April 30, 2023 Derek Jones No comments

Last Saturday I attended my first 24-hour hackathon in over 5-years (as far as I know, also the first 24-hour hackathon in London since COVID); the GenAI Hackathon.

I had a great idea for the tool to build. Readers will be familiar with the scene in sci-fi films where somebody says “Computer: Plot the data”, and a plot appears on the appropriate screen. I planned to implement this plot-the-data app using LLMs.

The easy option is to use speech to text, using something like OpenAI’s Whisper, as a front-end to a conventional plotting program. The hard option is to also use an LLM to generate the code needed to create the plot; I planned to do it the hard way.
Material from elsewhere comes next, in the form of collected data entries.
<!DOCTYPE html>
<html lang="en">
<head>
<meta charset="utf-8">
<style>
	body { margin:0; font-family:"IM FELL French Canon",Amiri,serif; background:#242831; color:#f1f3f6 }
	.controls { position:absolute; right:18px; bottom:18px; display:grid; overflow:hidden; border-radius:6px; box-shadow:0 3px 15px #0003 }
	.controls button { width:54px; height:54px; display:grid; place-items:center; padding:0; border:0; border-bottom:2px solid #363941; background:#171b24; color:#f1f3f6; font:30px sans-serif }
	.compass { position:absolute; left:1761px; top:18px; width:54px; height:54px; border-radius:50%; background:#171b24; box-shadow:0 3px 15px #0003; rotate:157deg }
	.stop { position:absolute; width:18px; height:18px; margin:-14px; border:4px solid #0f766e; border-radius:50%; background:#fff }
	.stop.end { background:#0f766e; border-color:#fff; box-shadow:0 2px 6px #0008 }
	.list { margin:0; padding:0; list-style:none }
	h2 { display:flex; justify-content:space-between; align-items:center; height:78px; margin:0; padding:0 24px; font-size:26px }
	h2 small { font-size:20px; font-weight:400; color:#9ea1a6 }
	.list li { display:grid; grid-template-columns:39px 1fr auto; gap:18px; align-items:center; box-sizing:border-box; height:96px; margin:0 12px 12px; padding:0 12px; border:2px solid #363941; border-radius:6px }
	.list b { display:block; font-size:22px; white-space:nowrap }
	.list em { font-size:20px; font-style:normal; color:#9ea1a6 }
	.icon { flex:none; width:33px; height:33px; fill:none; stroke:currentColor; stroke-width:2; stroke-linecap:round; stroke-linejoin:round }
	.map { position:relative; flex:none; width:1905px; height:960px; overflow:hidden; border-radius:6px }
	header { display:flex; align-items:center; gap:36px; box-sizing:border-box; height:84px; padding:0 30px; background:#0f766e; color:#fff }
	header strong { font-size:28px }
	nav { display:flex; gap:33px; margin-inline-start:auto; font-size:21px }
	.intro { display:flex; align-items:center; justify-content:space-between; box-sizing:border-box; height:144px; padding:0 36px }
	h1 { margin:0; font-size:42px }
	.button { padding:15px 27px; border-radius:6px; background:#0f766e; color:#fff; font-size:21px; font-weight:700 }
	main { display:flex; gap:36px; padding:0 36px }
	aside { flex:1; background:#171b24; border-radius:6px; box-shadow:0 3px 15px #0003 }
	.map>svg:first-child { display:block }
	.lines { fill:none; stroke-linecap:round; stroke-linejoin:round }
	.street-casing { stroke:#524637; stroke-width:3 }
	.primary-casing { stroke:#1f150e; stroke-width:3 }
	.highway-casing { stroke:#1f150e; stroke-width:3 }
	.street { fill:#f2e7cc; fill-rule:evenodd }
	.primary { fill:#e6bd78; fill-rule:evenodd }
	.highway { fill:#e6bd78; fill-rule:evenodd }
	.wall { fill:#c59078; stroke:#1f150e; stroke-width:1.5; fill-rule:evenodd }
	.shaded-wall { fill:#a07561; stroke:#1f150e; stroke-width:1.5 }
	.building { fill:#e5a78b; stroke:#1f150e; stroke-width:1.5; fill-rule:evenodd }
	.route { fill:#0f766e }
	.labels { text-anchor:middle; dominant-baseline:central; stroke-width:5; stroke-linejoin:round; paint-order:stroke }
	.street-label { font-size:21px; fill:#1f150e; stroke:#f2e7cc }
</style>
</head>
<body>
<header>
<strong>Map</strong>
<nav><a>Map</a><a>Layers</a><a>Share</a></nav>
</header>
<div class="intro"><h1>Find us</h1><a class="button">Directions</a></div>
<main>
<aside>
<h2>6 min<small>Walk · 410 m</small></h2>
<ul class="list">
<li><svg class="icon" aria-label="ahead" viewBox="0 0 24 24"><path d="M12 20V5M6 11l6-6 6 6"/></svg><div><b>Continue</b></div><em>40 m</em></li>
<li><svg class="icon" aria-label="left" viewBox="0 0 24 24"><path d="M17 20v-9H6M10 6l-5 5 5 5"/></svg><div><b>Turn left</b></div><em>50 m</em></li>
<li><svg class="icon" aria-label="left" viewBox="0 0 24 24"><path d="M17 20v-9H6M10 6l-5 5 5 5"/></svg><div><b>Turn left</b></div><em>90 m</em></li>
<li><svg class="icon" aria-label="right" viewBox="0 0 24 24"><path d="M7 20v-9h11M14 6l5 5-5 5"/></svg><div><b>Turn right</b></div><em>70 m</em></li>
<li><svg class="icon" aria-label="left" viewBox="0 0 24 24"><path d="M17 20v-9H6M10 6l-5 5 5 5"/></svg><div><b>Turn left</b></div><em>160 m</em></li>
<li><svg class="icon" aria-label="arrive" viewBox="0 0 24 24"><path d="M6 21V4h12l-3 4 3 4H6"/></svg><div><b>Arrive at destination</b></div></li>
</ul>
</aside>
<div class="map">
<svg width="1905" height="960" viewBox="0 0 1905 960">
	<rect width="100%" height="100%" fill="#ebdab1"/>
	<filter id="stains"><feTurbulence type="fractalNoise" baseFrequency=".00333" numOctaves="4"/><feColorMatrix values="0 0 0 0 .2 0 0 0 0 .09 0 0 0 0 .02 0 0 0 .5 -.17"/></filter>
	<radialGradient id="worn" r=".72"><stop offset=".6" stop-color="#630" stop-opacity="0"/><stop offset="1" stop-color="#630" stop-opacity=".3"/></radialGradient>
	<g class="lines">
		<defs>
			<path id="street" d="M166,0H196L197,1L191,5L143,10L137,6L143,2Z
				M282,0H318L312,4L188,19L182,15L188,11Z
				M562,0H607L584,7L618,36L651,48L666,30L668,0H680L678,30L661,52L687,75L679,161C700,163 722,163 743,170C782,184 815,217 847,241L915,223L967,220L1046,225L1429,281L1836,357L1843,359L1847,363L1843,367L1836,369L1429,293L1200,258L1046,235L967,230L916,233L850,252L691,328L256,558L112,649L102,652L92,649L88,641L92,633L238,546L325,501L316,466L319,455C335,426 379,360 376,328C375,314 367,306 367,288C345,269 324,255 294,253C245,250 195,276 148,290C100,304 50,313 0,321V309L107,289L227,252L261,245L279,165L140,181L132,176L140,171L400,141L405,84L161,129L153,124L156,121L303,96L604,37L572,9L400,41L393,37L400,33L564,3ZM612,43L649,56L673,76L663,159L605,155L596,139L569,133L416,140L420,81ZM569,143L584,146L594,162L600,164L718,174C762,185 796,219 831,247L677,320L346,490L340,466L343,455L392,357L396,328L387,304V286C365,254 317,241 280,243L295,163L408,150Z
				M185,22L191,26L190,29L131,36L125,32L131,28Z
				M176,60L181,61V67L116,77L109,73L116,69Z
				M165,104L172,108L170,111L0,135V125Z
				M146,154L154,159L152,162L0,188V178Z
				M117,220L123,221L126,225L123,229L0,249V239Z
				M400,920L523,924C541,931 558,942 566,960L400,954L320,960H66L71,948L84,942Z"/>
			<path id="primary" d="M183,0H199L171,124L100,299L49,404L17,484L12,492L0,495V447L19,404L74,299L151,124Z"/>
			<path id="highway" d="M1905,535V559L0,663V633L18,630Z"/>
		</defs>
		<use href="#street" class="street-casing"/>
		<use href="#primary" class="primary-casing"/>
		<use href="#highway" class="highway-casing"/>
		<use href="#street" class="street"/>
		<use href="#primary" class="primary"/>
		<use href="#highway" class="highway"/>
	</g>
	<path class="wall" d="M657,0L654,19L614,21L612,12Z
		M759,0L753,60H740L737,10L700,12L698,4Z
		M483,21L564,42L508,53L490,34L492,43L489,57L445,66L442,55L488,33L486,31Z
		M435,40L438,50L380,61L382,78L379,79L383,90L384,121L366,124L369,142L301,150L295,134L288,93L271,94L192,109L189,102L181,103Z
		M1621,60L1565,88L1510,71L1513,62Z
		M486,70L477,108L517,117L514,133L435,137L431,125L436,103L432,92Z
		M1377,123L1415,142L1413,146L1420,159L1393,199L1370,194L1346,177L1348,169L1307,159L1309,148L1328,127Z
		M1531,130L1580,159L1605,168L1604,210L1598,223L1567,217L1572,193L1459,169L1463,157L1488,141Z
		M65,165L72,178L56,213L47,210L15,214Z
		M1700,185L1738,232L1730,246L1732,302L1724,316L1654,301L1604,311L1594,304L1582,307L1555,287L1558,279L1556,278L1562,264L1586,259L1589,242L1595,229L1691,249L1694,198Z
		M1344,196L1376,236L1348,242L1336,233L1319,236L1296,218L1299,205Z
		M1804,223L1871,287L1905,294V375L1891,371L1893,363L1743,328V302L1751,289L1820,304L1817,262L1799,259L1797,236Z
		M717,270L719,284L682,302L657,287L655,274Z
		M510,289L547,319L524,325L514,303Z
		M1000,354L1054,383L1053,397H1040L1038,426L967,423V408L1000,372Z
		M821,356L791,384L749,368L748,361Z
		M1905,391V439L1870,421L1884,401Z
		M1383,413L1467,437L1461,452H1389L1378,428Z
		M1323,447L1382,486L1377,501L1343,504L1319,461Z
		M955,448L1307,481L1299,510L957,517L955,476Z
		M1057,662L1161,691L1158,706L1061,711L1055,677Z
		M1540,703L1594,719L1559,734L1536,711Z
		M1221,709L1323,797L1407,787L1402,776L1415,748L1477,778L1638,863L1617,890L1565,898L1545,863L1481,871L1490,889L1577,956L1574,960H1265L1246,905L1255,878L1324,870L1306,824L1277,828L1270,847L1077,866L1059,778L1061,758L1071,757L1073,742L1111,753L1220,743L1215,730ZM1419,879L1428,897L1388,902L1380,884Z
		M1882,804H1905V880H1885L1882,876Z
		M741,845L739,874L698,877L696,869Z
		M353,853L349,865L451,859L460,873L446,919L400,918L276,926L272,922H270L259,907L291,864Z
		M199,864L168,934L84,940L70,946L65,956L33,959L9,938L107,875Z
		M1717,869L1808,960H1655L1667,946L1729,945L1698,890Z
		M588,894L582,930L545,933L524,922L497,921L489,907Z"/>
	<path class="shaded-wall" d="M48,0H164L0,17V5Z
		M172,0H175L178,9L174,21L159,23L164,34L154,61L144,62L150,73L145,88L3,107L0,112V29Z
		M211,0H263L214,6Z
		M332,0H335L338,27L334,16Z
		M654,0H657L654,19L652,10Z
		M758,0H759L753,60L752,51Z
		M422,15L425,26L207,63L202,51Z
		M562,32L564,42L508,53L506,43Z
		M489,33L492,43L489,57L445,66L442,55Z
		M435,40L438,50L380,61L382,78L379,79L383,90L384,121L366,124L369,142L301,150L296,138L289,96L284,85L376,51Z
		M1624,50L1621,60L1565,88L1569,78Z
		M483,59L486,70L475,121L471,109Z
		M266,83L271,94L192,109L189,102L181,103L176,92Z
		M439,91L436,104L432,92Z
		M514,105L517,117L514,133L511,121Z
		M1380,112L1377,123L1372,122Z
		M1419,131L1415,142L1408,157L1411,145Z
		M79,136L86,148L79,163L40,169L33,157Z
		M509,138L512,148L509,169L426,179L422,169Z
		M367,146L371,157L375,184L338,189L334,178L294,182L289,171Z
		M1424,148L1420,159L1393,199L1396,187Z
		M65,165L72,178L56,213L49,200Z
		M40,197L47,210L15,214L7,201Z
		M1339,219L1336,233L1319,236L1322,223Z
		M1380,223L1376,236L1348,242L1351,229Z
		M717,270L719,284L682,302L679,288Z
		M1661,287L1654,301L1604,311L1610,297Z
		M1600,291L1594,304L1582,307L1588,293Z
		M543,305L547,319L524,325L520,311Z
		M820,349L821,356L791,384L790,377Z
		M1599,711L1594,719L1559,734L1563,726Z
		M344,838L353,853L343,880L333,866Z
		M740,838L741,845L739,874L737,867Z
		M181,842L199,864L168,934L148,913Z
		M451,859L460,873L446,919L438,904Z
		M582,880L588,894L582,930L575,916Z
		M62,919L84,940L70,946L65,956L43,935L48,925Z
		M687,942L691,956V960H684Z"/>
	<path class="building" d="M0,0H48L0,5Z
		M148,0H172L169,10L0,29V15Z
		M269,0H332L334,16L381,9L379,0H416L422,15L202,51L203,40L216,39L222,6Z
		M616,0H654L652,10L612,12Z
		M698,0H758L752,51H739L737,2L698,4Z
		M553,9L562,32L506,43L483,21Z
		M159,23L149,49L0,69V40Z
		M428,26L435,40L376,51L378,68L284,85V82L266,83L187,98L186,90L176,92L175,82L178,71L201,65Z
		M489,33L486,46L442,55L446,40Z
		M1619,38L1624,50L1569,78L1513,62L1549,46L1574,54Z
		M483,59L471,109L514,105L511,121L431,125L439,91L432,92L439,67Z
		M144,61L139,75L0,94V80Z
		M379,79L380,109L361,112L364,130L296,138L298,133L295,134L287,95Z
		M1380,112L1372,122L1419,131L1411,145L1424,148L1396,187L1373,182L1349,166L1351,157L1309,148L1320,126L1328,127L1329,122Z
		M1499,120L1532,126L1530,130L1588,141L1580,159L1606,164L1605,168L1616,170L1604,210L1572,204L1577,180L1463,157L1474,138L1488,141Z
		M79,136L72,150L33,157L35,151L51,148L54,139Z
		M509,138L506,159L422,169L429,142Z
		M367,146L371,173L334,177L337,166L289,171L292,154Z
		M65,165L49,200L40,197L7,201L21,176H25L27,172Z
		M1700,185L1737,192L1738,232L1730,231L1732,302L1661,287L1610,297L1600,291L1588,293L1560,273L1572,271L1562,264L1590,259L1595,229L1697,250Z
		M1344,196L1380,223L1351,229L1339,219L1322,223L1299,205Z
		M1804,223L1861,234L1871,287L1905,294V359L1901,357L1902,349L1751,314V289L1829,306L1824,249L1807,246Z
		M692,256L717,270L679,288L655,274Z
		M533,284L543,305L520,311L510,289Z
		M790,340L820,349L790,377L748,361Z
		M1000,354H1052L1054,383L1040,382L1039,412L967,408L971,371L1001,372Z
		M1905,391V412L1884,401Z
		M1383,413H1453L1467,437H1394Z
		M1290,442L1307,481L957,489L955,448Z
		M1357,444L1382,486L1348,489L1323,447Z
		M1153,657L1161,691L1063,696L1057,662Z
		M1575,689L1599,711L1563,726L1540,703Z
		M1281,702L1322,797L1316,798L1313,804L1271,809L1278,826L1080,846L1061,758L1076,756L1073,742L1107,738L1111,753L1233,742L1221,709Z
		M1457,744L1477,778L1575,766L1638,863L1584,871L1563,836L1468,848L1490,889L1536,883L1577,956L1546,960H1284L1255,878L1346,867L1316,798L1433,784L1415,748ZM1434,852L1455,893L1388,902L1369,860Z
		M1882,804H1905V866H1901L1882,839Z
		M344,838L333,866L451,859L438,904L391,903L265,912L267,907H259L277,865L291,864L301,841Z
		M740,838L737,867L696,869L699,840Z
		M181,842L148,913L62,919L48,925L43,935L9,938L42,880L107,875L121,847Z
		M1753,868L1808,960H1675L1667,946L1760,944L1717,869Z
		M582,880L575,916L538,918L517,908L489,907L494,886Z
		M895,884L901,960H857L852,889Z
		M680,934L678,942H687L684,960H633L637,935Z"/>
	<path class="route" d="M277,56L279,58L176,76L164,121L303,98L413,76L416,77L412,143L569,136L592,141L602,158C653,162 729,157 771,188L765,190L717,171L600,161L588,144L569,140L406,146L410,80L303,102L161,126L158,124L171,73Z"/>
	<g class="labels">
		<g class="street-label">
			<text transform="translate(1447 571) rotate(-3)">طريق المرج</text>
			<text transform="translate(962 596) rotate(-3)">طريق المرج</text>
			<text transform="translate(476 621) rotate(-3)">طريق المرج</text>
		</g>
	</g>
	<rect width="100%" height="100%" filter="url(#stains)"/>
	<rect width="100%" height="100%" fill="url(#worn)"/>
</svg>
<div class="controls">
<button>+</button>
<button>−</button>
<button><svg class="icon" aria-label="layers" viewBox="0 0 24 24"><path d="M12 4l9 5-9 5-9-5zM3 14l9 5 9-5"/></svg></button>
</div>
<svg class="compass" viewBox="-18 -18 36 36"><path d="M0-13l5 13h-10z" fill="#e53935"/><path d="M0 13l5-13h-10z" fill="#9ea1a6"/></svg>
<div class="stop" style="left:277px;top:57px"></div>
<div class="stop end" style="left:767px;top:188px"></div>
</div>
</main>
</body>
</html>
My plan was to structure the internal functionality using langchain tools and agents. langchain can generate Python and execute this code.

I decided to get the plotting working first, and then add support for speech input. With six lines of Python I created a program that works every now and again; here is the code (which assumes that the environment variable OPENAI_API_KEY has been set to a valid OpenAI API key; the function create_csv_agent is provided by langchain):

from langchain.agents import create_csv_agent
from langchain.llms import OpenAI
 
import pandas
 
agent = create_csv_agent(OpenAI(temperature=0.0, verbose=True),
                        "aug-oct_day_items.csv", verbose=True)
 
agent.run("Plot the Aug column against Oct column.")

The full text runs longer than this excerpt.